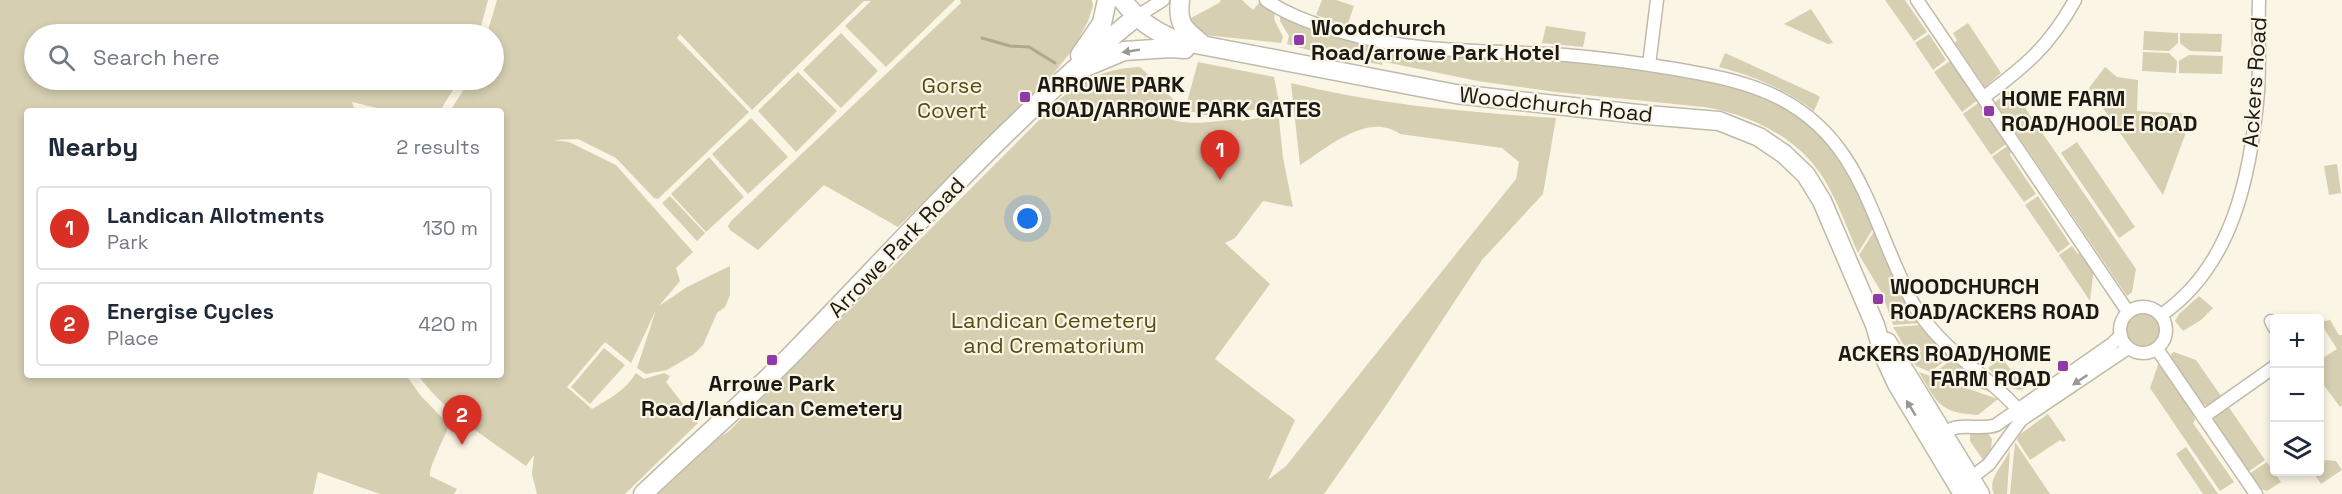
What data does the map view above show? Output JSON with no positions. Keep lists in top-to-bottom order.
{
  "streets": {
    "main road": ["Woodchurch Road", "Arrowe Park Road"],
    "street": ["Ackers Road"]
  },
  "crossings": [
    ["Woodchurch Road", "Arrowe Park Road"]
  ],
  "parks": ["Gorse Covert", "Landican Cemetery and Crematorium"],
  "places": {
    "transit": [
      "Woodchurch Road/arrowe Park Hotel",
      "ARROWE PARK ROAD/ARROWE PARK GATES",
      "HOME FARM ROAD/HOOLE ROAD",
      "WOODCHURCH ROAD/ACKERS ROAD",
      "Arrowe Park Road/landican Cemetery",
      "ACKERS ROAD/HOME FARM ROAD"
    ]
  },
  "page": {
    "search": "Search here",
    "heading": ["Nearby", "2 results"],
    "pins": ["1", "2"],
    "list": [
      {
        "mark": "1",
        "name": "Landican Allotments",
        "note": "Park",
        "value": "130 m"
      },
      {
        "mark": "2",
        "name": "Energise Cycles",
        "note": "Place",
        "value": "420 m"
      }
    ],
    "map_buttons": ["+", "−"]
  }
}
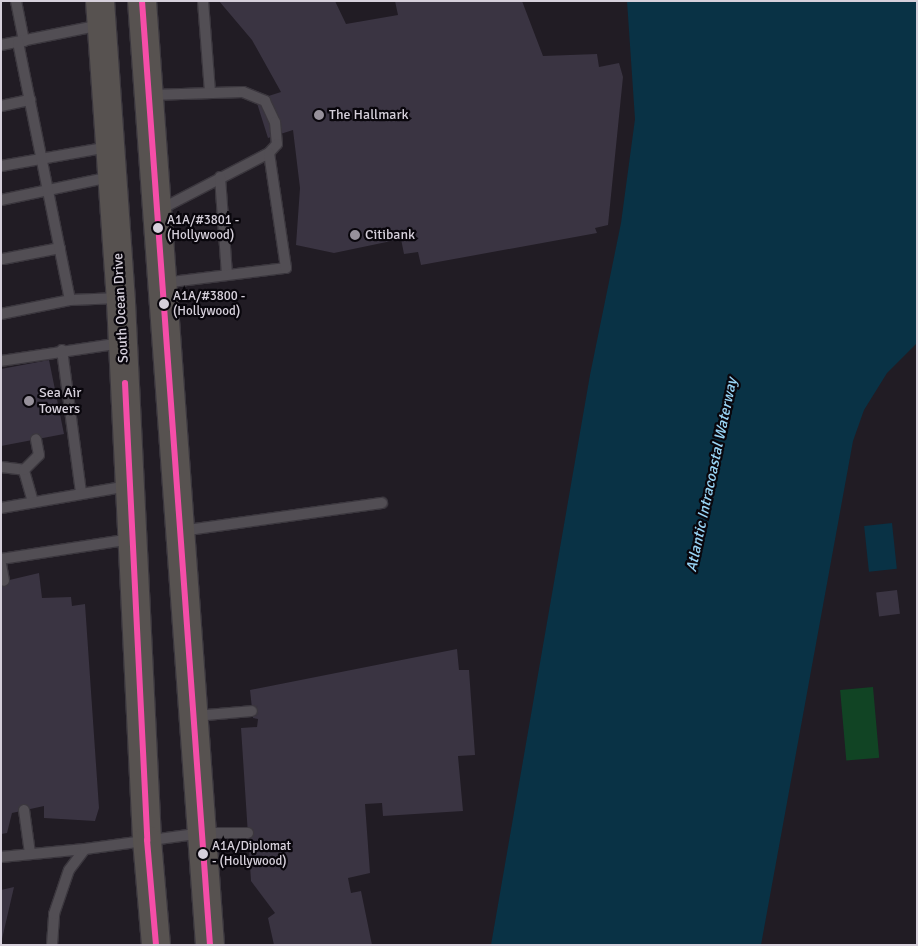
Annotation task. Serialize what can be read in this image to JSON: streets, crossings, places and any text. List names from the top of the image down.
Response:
{
  "streets": {
    "main road": ["South Ocean Drive"]
  },
  "water": ["Atlantic Intracoastal Waterway"],
  "places": [
    "The Hallmark",
    "A1A/#3801 - (Hollywood)",
    "Citibank",
    "A1A/#3800 - (Hollywood)",
    "Sea Air Towers",
    "A1A/Diplomat - (Hollywood)"
  ]
}
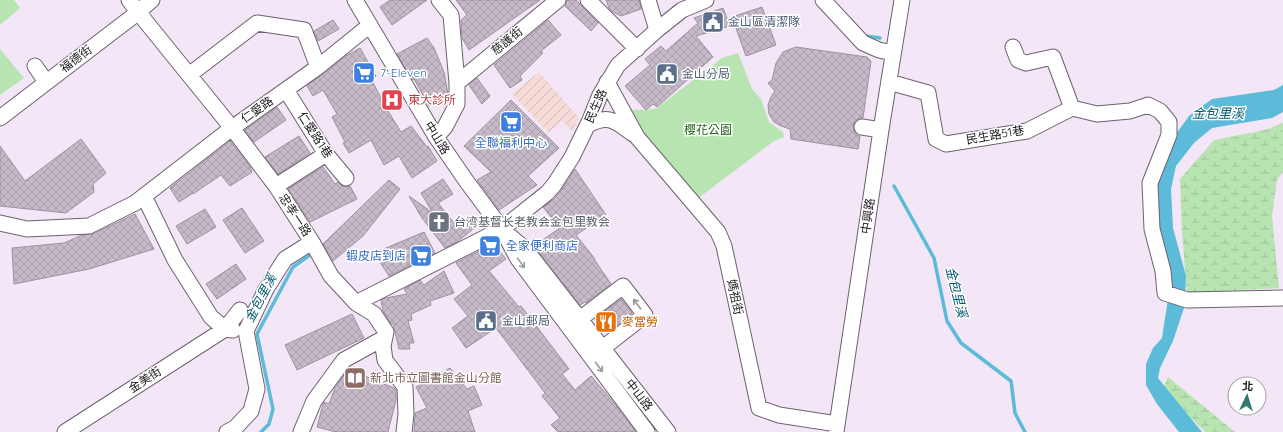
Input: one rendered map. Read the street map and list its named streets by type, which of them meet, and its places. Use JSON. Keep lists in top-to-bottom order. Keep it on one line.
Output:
{"streets":{"street":["慈護街","福德街","民生路","仁愛路","仁愛路1巷","民生路51巷","中山路","忠孝一路","中興路","媽祖街","金美街"]},"crossings":[["福德街","忠孝一路"],["民生路","中山路"],["民生路","媽祖街"],["仁愛路","仁愛路1巷"],["仁愛路","中山路"],["仁愛路","忠孝一路"],["民生路51巷","中興路"],["中興路","媽祖街"]],"water":["金包里溪"],"parks":["櫻花公園"],"places":{"public building":["金山區清潔隊","金山分局","金山郵局"],"supermarket":["7-Eleven","全聯福利中心","全家便利商店","蝦皮店到店"],"hospital":["東大診所"],"church":["台湾基督长老教会金包里教会"],"restaurant":["麥當勞"],"library":["新北市立圖書館金山分館"]},"north":"top"}
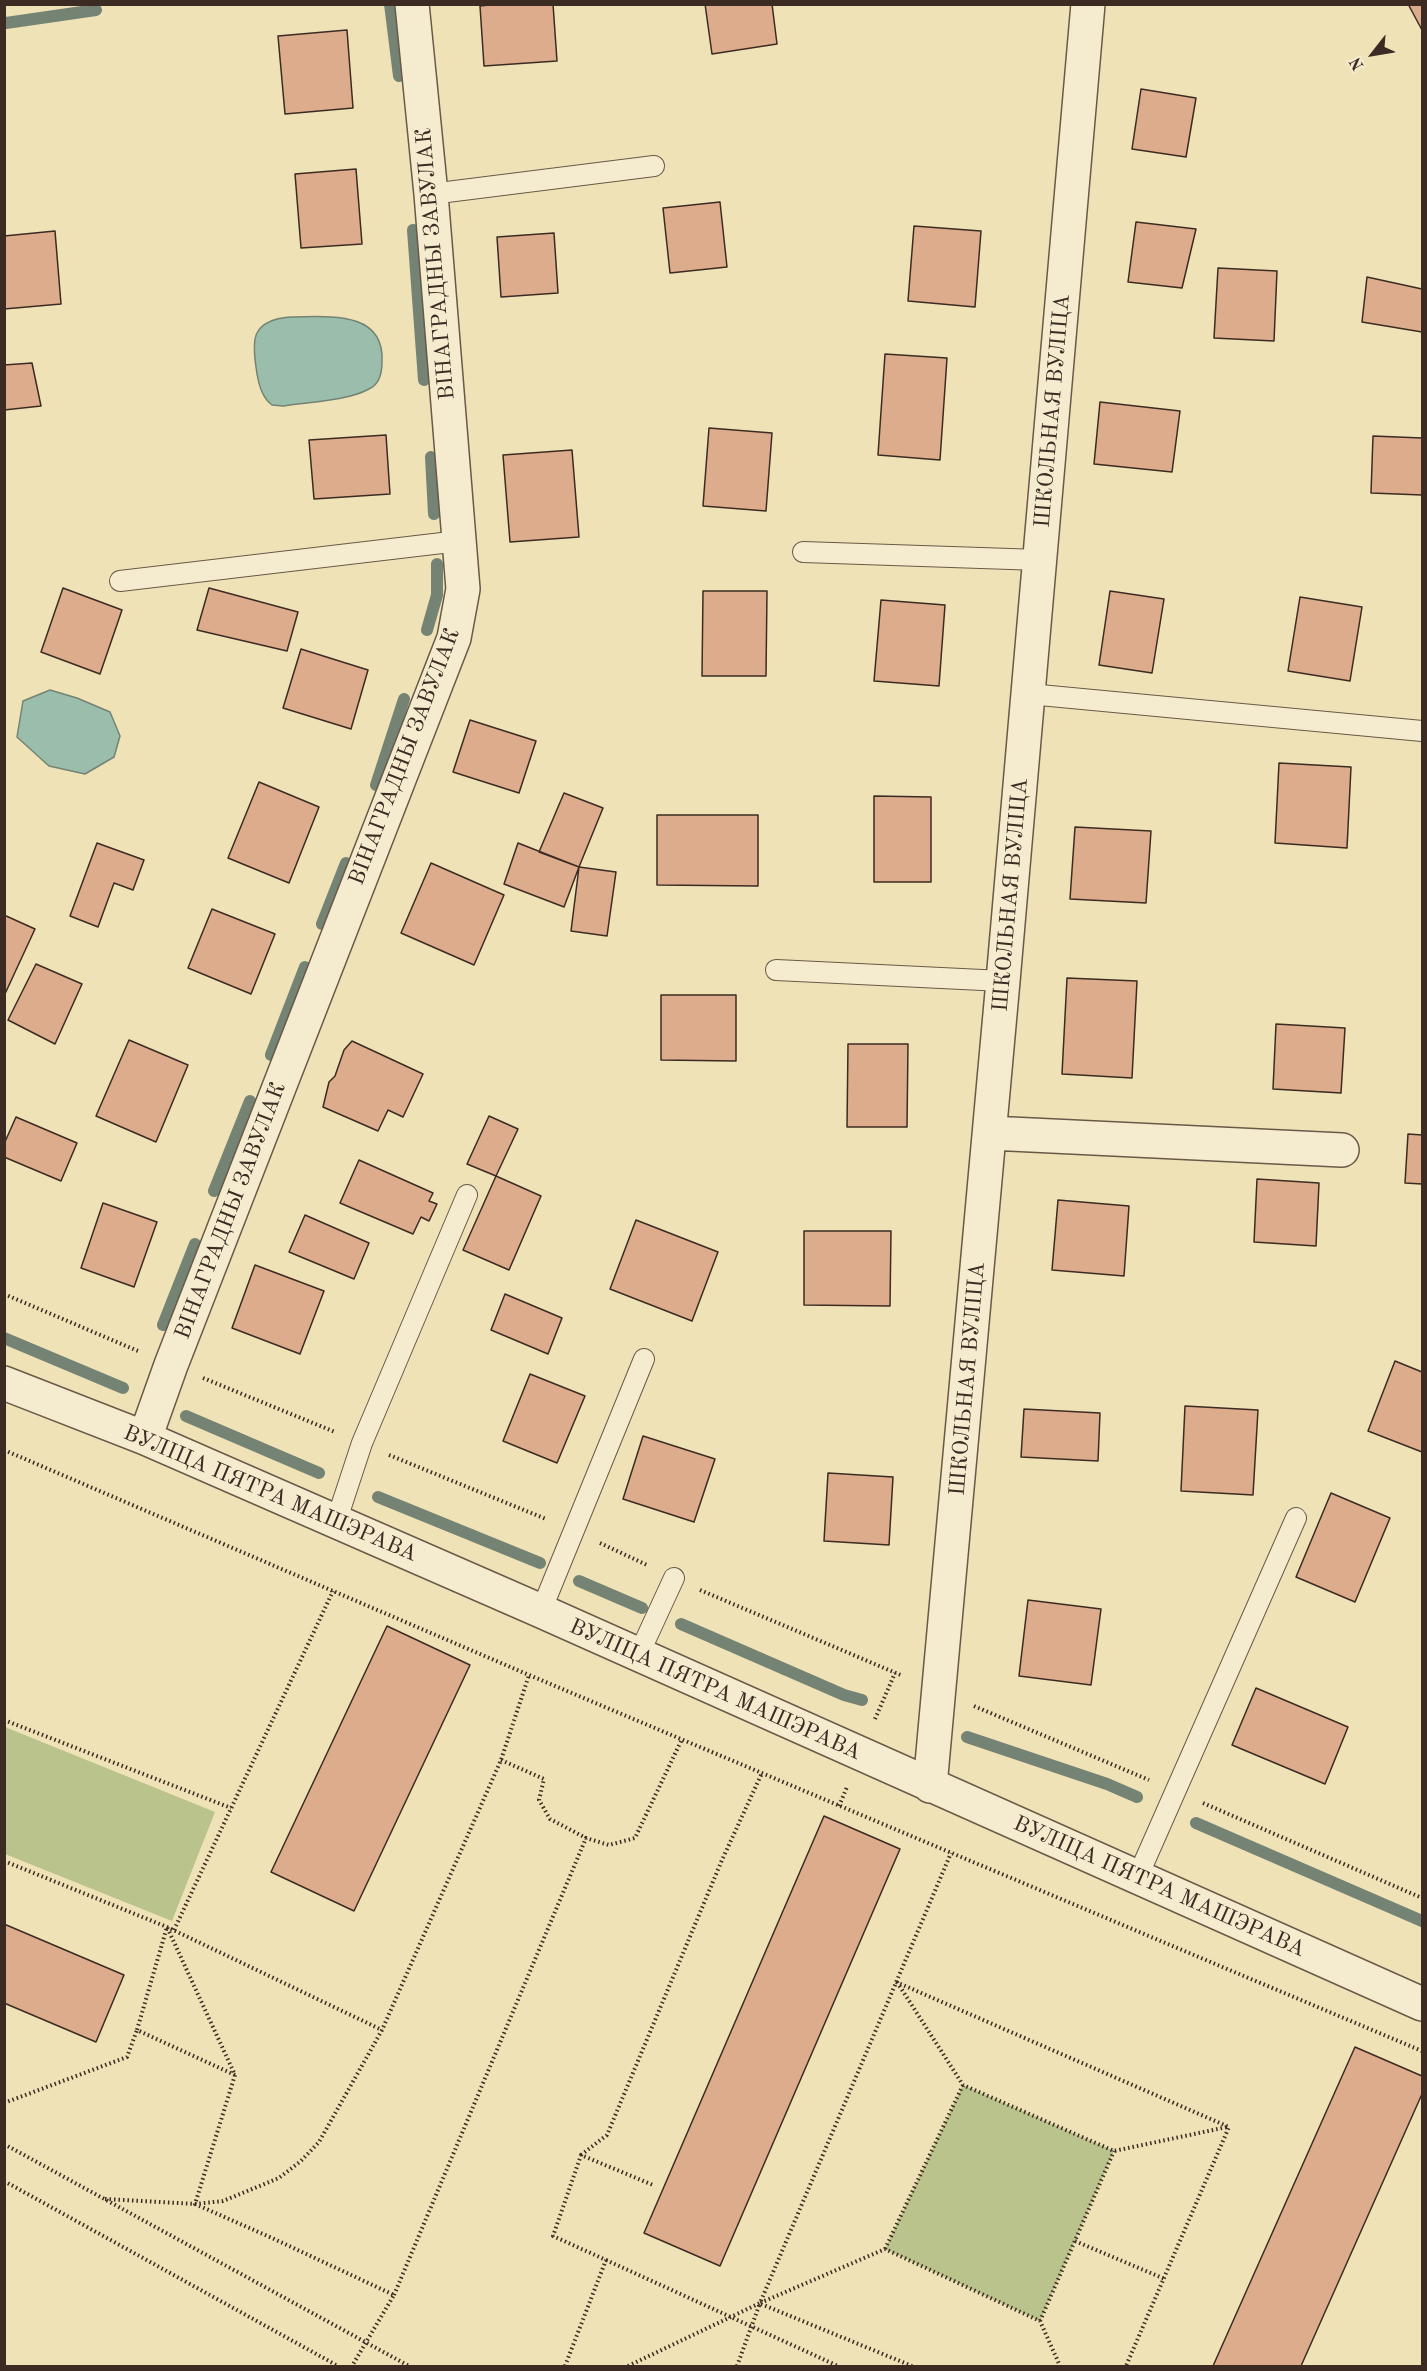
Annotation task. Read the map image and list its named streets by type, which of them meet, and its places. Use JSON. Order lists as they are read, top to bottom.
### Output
{
  "streets": {
    "street": ["ВІНАГРАДНЫ ЗАВУЛАК", "ШКОЛЬНАЯ ВУЛІЦА", "ВУЛІЦА ПЯТРА МАШЭРАВА"]
  },
  "crossings": [
    ["ВІНАГРАДНЫ ЗАВУЛАК", "ВУЛІЦА ПЯТРА МАШЭРАВА"],
    ["ШКОЛЬНАЯ ВУЛІЦА", "ВУЛІЦА ПЯТРА МАШЭРАВА"]
  ],
  "north": "bottom left"
}
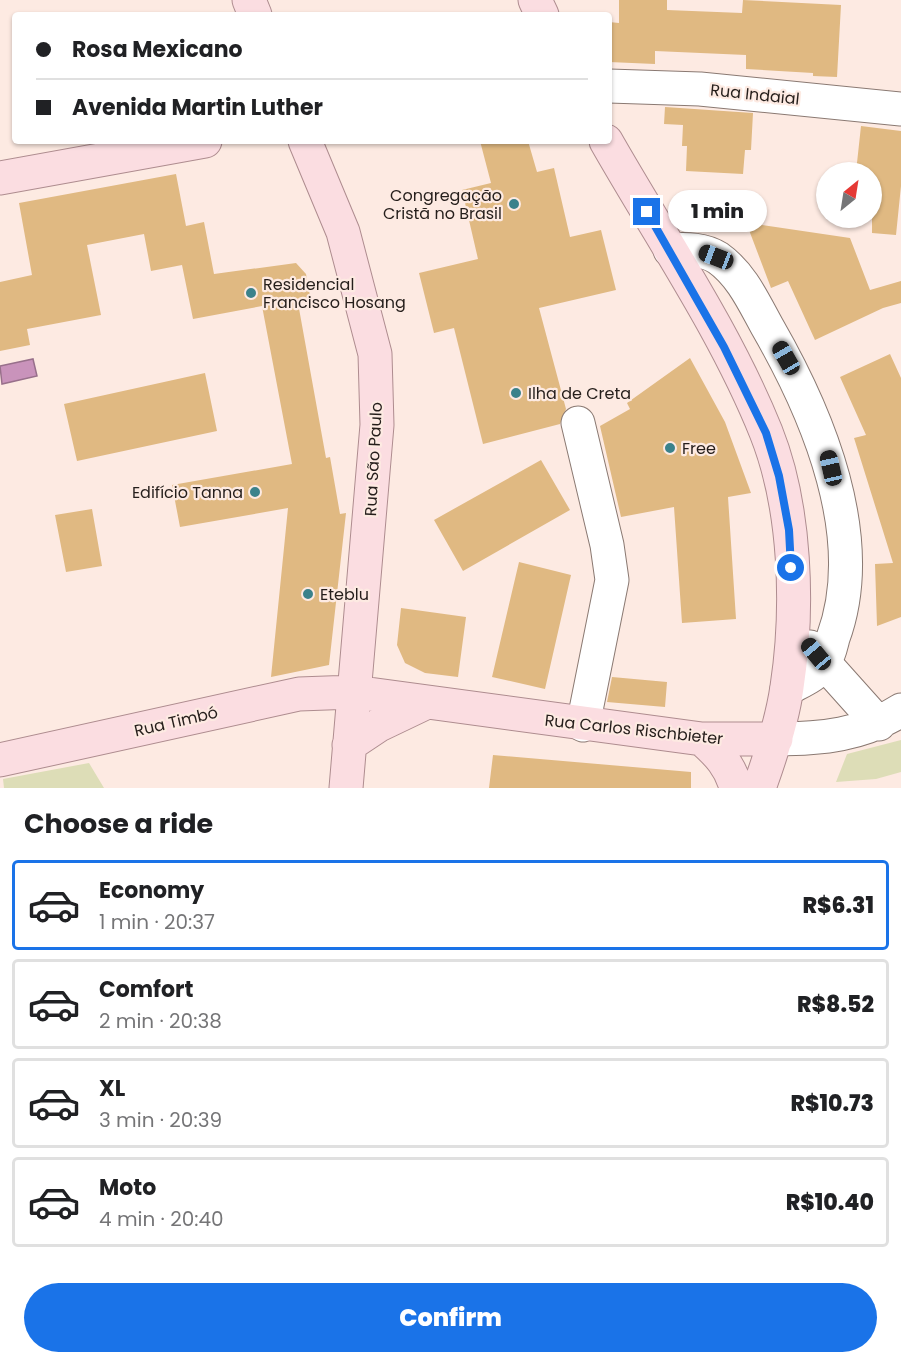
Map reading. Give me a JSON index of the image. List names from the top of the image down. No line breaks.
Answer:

Exercise details —
Transcribe word for word only the lines from the one with "Input: one rendered" through the end of the listing; every picture is to be omitted.

Output of the task —
Input: one rendered map. Read the street map and list its named streets by type, which of them meet, and its places. Use JSON. Keep lists in top-to-bottom order. Keep it on one line.
Output:
{"streets":{"street":["慈護街","福德街","民生路","仁愛路","仁愛路1巷","民生路51巷","中山路","忠孝一路","中興路","媽祖街","金美街"]},"crossings":[["福德街","忠孝一路"],["民生路","中山路"],["民生路","媽祖街"],["仁愛路","仁愛路1巷"],["仁愛路","中山路"],["仁愛路","忠孝一路"],["民生路51巷","中興路"],["中興路","媽祖街"]],"water":["金包里溪"],"parks":["櫻花公園"],"places":{"public building":["金山區清潔隊","金山分局","金山郵局"],"supermarket":["7-Eleven","全聯福利中心","全家便利商店","蝦皮店到店"],"hospital":["東大診所"],"church":["台湾基督长老教会金包里教会"],"restaurant":["麥當勞"],"library":["新北市立圖書館金山分館"]},"north":"top"}
Annotation task. Read the map image and list its named streets by type, which of them meet, and its places. Use JSON. Order lists as they are read, top to bottom.
### Output
{
  "streets": {
    "street": ["ВІНАГРАДНЫ ЗАВУЛАК", "ШКОЛЬНАЯ ВУЛІЦА", "ВУЛІЦА ПЯТРА МАШЭРАВА"]
  },
  "crossings": [
    ["ВІНАГРАДНЫ ЗАВУЛАК", "ВУЛІЦА ПЯТРА МАШЭРАВА"],
    ["ШКОЛЬНАЯ ВУЛІЦА", "ВУЛІЦА ПЯТРА МАШЭРАВА"]
  ],
  "north": "bottom left"
}
Map reading. Give me a JSON index of the image. List names from the top of the image down. No line breaks.
Answer:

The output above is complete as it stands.